2. En premier lieu, aux termes de l'article L. 325-1 du code de la route : " Les véhicules dont la circulation ou le stationnement en infraction aux dispositions du présent code peuvent à la demande et sous la responsabilité du maire ou de l'officier de police judiciaire territorialement compétent, même sans l'accord du propriétaire du véhicule, dans les cas et conditions précisés par le décret prévu aux articles L. 325-3 et L. 325-11, être immobilisés, mis en fourrière, retirés de la circulation et, le cas échéant, aliénés ou livrés à la destruction ". Aux termes de l'article R. 325-14 du même code : " Dans les cas prévus au présent code ou à la suite d'une immobilisation du véhicule, la mise en fourrière est prescrite dans les conditions prévues à l'article R. 325-9 et au 2° de l'article R. 325-11 : - soit par un officier de police judiciaire territorialement compétent, de la police nationale ou de la gendarmerie nationale ; -soit par un agent de police judiciaire adjoint, chef de la police municipale ou occupant ces fonctions, territorialement compétent, de sa propre initiative ou sur proposition de l'agent qui a verbalisé à la suite d'une infraction justificative de mise en fourrière ".
3. M. A soutient qu'il n'est pas établi que la décision de mise en fourrière de son véhicule émane d'un agent de police municipale. La mise en fourrière d'un véhicule, prescrite en exécution des articles L. 325-1 du code de la route dans les conditions prévues aux articles R. 325-12 et suivants de ce code, a le caractère d'une opération de police judiciaire. Il suit de là que l'autorité judiciaire est seule compétente pour connaître des actions en responsabilité fondées sur les irrégularités dont serait entachée la mise en fourrière et, notamment, sur celles qui se rapportent à la réalité ou à la constatation des infractions qui l'ont motivée.
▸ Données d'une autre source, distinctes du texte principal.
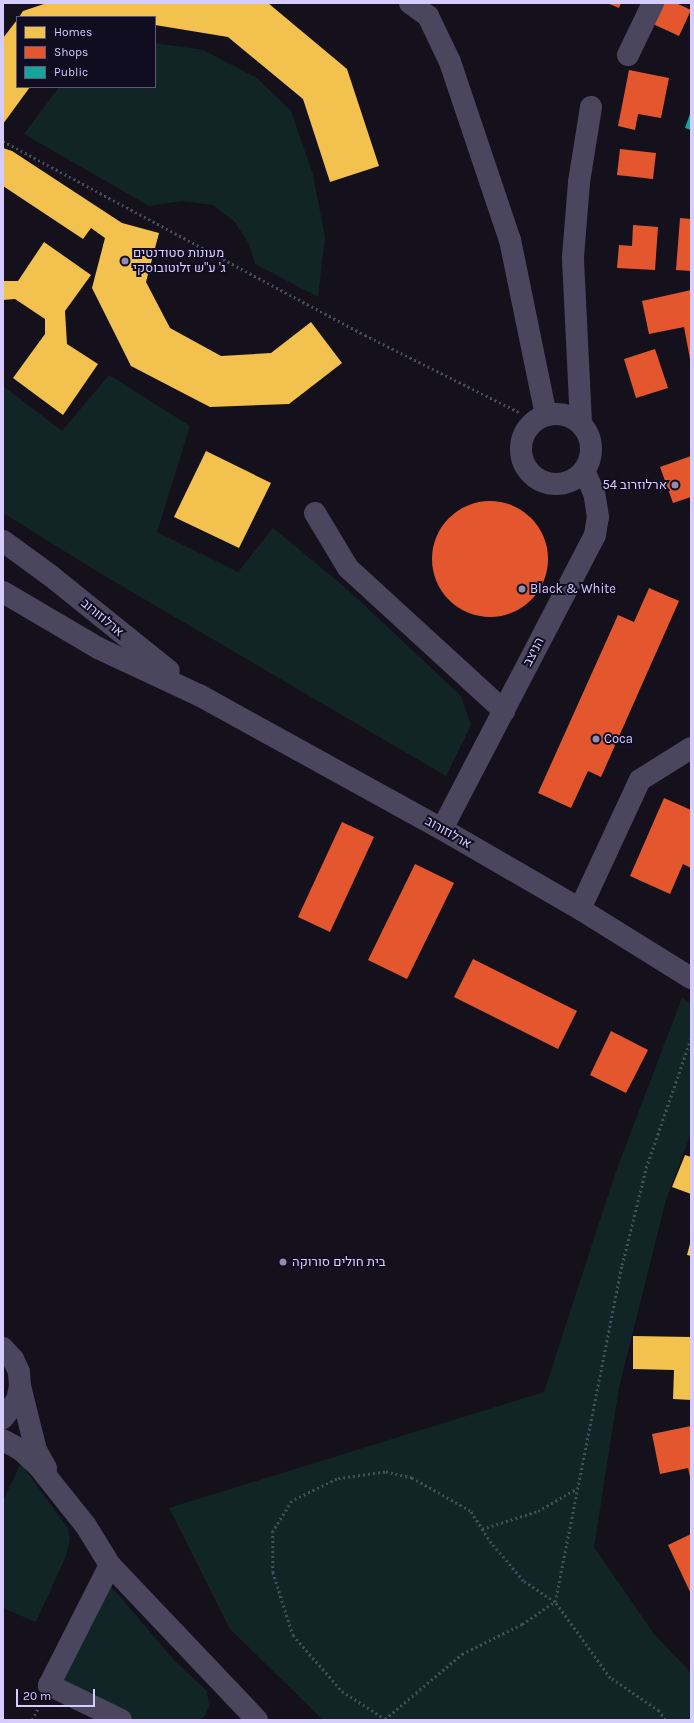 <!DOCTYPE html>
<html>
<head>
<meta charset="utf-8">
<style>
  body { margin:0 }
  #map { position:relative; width:694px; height:1723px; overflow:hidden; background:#14111c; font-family:Karla,Heebo,sans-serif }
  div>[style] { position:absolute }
  .green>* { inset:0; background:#112527 }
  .homes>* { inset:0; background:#f2c14e }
  .shops>* { inset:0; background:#e4572e }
  .round { border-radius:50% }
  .public>* { inset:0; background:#17a398 }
  .path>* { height:2.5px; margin-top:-1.25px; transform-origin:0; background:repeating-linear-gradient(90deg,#444e5d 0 2px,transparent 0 5px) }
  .minor>* { height:22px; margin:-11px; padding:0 11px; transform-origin:11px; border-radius:11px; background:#49465d }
  .minor>.ring { margin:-11px; padding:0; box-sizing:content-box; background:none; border:22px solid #49465d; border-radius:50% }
  .dots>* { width:11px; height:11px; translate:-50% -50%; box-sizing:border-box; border:2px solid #110d20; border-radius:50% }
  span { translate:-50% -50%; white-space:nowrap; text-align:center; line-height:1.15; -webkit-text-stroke:4px #110d20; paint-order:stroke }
  .poi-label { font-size:13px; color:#d6ccfe }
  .left { translate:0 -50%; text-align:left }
  .right { translate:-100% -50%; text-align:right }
  .street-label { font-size:13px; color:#d6ccfe }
  .frame { position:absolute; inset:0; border:4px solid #d6ccfe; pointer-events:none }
  .legend { position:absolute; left:16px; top:16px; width:140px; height:72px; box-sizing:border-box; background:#110d20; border:1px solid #605979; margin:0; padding:5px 7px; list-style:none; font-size:12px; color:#d6ccfe }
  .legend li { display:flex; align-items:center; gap:8px; height:20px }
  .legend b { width:20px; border:1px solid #605979 }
  .scale { position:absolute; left:16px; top:1689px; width:79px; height:18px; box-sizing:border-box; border:2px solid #d6ccfe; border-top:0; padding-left:5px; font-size:12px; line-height:14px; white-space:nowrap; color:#d6ccfe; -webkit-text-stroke:3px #110d20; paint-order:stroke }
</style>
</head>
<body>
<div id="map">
  <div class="green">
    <i style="clip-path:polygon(155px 43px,203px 50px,257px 78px,291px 111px,313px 175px,325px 237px,318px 297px,255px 264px,249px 244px,235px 222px,213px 205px,182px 201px,149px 206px,24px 134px,59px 87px,155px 87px)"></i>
    <i style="clip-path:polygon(109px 375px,190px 426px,157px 532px,238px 572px,273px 528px,347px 589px,461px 696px,471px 725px,446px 776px,98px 572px,3px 513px,3px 386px,62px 431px)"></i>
    <i style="clip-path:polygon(682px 998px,691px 1004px,691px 1133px,666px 1200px,619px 1387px,594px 1547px,654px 1634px,691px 1673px,691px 1720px,323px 1720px,230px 1629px,169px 1508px,544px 1392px,615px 1174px)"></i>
    <i style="clip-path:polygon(21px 1463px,68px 1529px,70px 1539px,66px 1556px,36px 1622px,3px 1608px,3px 1501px)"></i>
    <i style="clip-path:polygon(110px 1585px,174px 1660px,207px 1691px,209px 1706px,205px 1716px,200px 1720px,136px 1720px,59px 1685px)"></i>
  </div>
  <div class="homes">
    <i style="clip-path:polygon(47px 3px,268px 3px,347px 69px,379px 166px,330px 182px,303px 99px,228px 37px,155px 25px,155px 17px,19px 17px,23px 11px)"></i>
    <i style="clip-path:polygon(17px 20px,17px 87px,30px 87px,3px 124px,3px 38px)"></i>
    <i style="clip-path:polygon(3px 148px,12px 151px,122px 223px,159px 233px,146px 282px,170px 328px,221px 356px,271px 353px,311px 322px,342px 363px,289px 404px,210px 407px,131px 366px,92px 288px,105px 238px,91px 228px,83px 239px,3px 186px)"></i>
    <i style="clip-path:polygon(44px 242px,91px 275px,65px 311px,67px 344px,98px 364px,63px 415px,13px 378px,45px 334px,45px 319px,15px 299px,3px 300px,3px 281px,18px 281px)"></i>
    <i style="clip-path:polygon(206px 451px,271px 483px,239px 548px,174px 517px)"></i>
    <i style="clip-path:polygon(685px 1155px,691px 1157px,691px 1194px,672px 1187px)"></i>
    <i style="clip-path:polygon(691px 1240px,691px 1256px,687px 1255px)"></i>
    <i style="clip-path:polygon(633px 1336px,691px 1337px,691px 1400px,673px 1399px,674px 1370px,633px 1369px)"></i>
  </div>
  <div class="shops">
    <i style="clip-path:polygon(607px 3px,621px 3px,619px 8px)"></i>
    <i style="clip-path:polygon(663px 3px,676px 3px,691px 10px,679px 36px,653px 24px)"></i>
    <i style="clip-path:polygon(629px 70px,669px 78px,661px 118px,638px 114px,635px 130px,618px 126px)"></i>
    <i style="clip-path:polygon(620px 149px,656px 153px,653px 179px,617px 175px)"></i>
    <i style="clip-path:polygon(680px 218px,691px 219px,691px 271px,676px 270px)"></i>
    <i style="clip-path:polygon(633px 225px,658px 227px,655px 270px,617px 268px,619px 245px,632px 246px)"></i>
    <i style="clip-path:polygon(691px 290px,691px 359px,690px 359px,684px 327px,649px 334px,642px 301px)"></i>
    <i style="clip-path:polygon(655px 349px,668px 388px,636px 398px,624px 359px)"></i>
    <i style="clip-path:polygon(691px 456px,691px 497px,673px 503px,660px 467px)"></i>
    <i class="round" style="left:432px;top:501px;width:116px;height:116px"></i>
    <i style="clip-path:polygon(649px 588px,679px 601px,601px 777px,588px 771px,571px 808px,538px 793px,618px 615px,634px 622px)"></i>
    <i style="clip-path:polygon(664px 798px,691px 810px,691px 868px,683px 864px,670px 894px,630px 876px)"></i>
    <i style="clip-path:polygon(342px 822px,374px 837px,330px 932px,298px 917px)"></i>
    <i style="clip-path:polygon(415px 864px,454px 883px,407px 979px,368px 960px)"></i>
    <i style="clip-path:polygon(473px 959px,577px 1011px,558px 1049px,454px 997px)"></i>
    <i style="clip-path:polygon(611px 1031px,648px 1050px,626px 1093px,590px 1075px)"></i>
    <i style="clip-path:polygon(691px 1426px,691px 1481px,688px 1468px,660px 1474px,652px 1434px)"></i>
    <i style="clip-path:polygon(691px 1534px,691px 1594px,668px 1545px)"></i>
  </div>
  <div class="public">
    <i style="clip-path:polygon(691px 111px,691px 130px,685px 128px)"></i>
  </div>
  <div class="path">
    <i style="left:3px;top:141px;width:411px;rotate:28.2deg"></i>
    <i style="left:365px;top:335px;width:172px;rotate:26.6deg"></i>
    <i style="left:482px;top:1529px;width:59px;rotate:-17.8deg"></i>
    <i style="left:538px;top:1511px;width:44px;rotate:-30.1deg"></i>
    <i style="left:385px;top:1719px;width:101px;rotate:-40.2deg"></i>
    <i style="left:462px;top:1654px;width:67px;rotate:-26.6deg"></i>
    <i style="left:522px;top:1624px;width:40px;rotate:-34deg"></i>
    <i style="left:555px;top:1602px;width:38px;rotate:-147deg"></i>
    <i style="left:523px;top:1581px;width:50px;rotate:-130.1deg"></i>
    <i style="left:491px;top:1543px;width:38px;rotate:-123deg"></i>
    <i style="left:470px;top:1511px;width:67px;rotate:-150.4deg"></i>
    <i style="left:412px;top:1478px;width:28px;rotate:-167deg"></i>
    <i style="left:385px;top:1472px;width:49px;rotate:171.7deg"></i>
    <i style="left:337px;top:1479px;width:50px;rotate:153.9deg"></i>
    <i style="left:292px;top:1501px;width:36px;rotate:122deg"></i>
    <i style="left:273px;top:1531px;width:41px;rotate:90deg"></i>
    <i style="left:273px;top:1572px;width:66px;rotate:72.4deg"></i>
    <i style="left:293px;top:1635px;width:74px;rotate:48.8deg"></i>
    <i style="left:342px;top:1691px;width:51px;rotate:33.1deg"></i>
    <i style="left:385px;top:1719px;width:2px;rotate:27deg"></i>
    <i style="left:32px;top:1720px;width:13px;rotate:-63deg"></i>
    <i style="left:665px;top:1720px;width:11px;rotate:-124deg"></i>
    <i style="left:659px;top:1711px;width:59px;rotate:-146deg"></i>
    <i style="left:610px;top:1678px;width:94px;rotate:-125.9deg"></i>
    <i style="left:555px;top:1602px;width:344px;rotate:-78.8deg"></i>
    <i style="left:622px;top:1265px;width:100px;rotate:-76.1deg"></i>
    <i style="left:646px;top:1168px;width:138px;rotate:-70.9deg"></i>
  </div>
  <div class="minor">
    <i style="left:410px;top:3px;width:22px;rotate:36deg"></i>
    <i style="left:428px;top:16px;width:51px;rotate:64.4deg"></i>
    <i style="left:450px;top:62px;width:188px;rotate:71.4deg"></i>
    <i style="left:510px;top:240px;width:179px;rotate:78.4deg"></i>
    <i style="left:628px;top:55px;width:58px;rotate:-64.3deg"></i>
    <i class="ring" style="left:521px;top:414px;width:48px;height:48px"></i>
    <i style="left:581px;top:423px;width:166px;rotate:-92.8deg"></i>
    <i style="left:573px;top:257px;width:75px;rotate:-85.4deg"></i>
    <i style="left:579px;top:182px;width:76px;rotate:-80.9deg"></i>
    <i style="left:315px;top:513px;width:64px;rotate:59deg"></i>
    <i style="left:348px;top:568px;width:212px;rotate:42.5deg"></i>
    <i style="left:3px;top:541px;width:59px;rotate:36.1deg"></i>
    <i style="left:51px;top:576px;width:151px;rotate:38.8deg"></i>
    <i style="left:3px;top:592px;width:110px;rotate:30.5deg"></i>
    <i style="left:98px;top:648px;width:111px;rotate:25deg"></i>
    <i style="left:199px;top:695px;width:277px;rotate:28.9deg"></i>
    <i style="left:442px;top:829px;width:160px;rotate:30.1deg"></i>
    <i style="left:580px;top:909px;width:131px;rotate:31.9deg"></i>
    <i style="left:442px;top:829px;width:331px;rotate:-62.5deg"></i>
    <i style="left:595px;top:535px;width:18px;rotate:-81deg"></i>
    <i style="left:598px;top:517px;width:24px;rotate:-99deg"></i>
    <i style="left:594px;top:493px;width:24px;rotate:-114deg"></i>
    <i style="left:580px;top:909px;width:142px;rotate:-65.1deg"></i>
    <i style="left:640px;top:780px;width:60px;rotate:-32.1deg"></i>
    <i style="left:3px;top:1348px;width:15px;rotate:48deg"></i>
    <i style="left:13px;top:1359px;width:14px;rotate:65deg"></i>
    <i style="left:19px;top:1372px;width:14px;rotate:86deg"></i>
    <i style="left:20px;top:1386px;width:14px;rotate:102deg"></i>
    <i style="left:17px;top:1400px;width:23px;rotate:128deg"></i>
    <i style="left:20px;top:1386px;width:66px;rotate:76deg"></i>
    <i style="left:36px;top:1450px;width:21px;rotate:61deg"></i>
    <i style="left:3px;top:1440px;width:21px;rotate:29deg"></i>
    <i style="left:21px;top:1450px;width:25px;rotate:43deg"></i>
    <i style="left:39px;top:1467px;width:75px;rotate:51.5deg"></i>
    <i style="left:86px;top:1526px;width:46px;rotate:58.4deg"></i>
    <i style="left:110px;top:1565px;width:214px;rotate:46.5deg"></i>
    <i style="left:110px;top:1565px;width:135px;rotate:116.9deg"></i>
    <i style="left:49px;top:1685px;width:80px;rotate:25.9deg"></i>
  </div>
  <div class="dots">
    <i style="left:125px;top:261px;background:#928baf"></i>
    <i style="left:675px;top:485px;background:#928baf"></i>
    <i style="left:522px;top:589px;background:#928baf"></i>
    <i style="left:596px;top:739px;background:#928baf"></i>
    <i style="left:283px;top:1262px;background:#928baf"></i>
  </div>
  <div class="poi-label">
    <span class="left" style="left:133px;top:261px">מעונות סטודנטים<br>ג' ע"ש זלוטובוסקי</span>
    <span class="right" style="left:667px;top:485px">ארלוזרוב 54</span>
    <span class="left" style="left:530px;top:589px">Black &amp; White</span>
    <span class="left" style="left:604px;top:739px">Coca</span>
    <span class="left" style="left:292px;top:1262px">בית חולים סורוקה</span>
  </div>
  <div class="street-label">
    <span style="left:102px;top:618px;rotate:40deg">ארלוזורוב</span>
    <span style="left:534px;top:652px;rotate:-63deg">הניצב</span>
    <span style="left:448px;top:833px;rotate:30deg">ארלוזורוב</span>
  </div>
  <div class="frame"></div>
  <ul class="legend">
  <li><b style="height:11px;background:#f2c14e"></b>Homes</li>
  <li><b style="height:11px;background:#e4572e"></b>Shops</li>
  <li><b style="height:11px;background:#17a398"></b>Public</li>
  </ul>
  <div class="scale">20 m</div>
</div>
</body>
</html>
L'action relève de la juridiction administrative seulement lorsqu'elle tend à la réparation de dommages imputés au fait de l'autorité administrative à qui le véhicule a été remis en exécution de la décision de l'officier de police judiciaire. Par suite, il n'appartient pas au juge administratif de se prononcer sur l'irrégularité dont pourrait être entachée la décision de placer le véhicule de M. A en fourrière. En tout état de cause, la destruction de ce véhicule trouve son fondement, non pas dans la décision de mise en fourrière, mais dans la notification en date du 17 août 2020, rappelée le 2 décembre 2020, de l'injonction de procéder au retrait de son véhicule de la fourrière, à laquelle M. A n'a pas déféré.
4. En deuxième lieu, d'une part, aux termes de l'article L. 325-7 du code de la route : " Sont réputés abandonnés les véhicules laissés en fourrière à l'expiration d'un délai de quinze jours à compter de la mise en demeure faite au propriétaire d'avoir à retirer son véhicule. / La notification est valablement faite à l'adresse indiquée par le traitement automatisé mis en œuvre pour l'immatriculation des véhicules. Dans le cas où le véhicule fait l'objet d'un gage régulièrement inscrit, cette notification est également faite au créancier gagiste. / Si le propriétaire ne peut être identifié, le délai précité court du jour où cette impossibilité a été constatée. /Le délai prévu au premier alinéa est réduit à dix jours en ce qui concerne les véhicules qu'un expert désigné par l'administration aura estimés d'une valeur marchande inférieure à un montant fixé par arrêté interministériel et déclarés hors d'état de circuler dans des conditions normales de sécurité. / Les véhicules visés à l'alinéa précédent sont, à l'expiration du délai de dix jours, livrés à la destruction ".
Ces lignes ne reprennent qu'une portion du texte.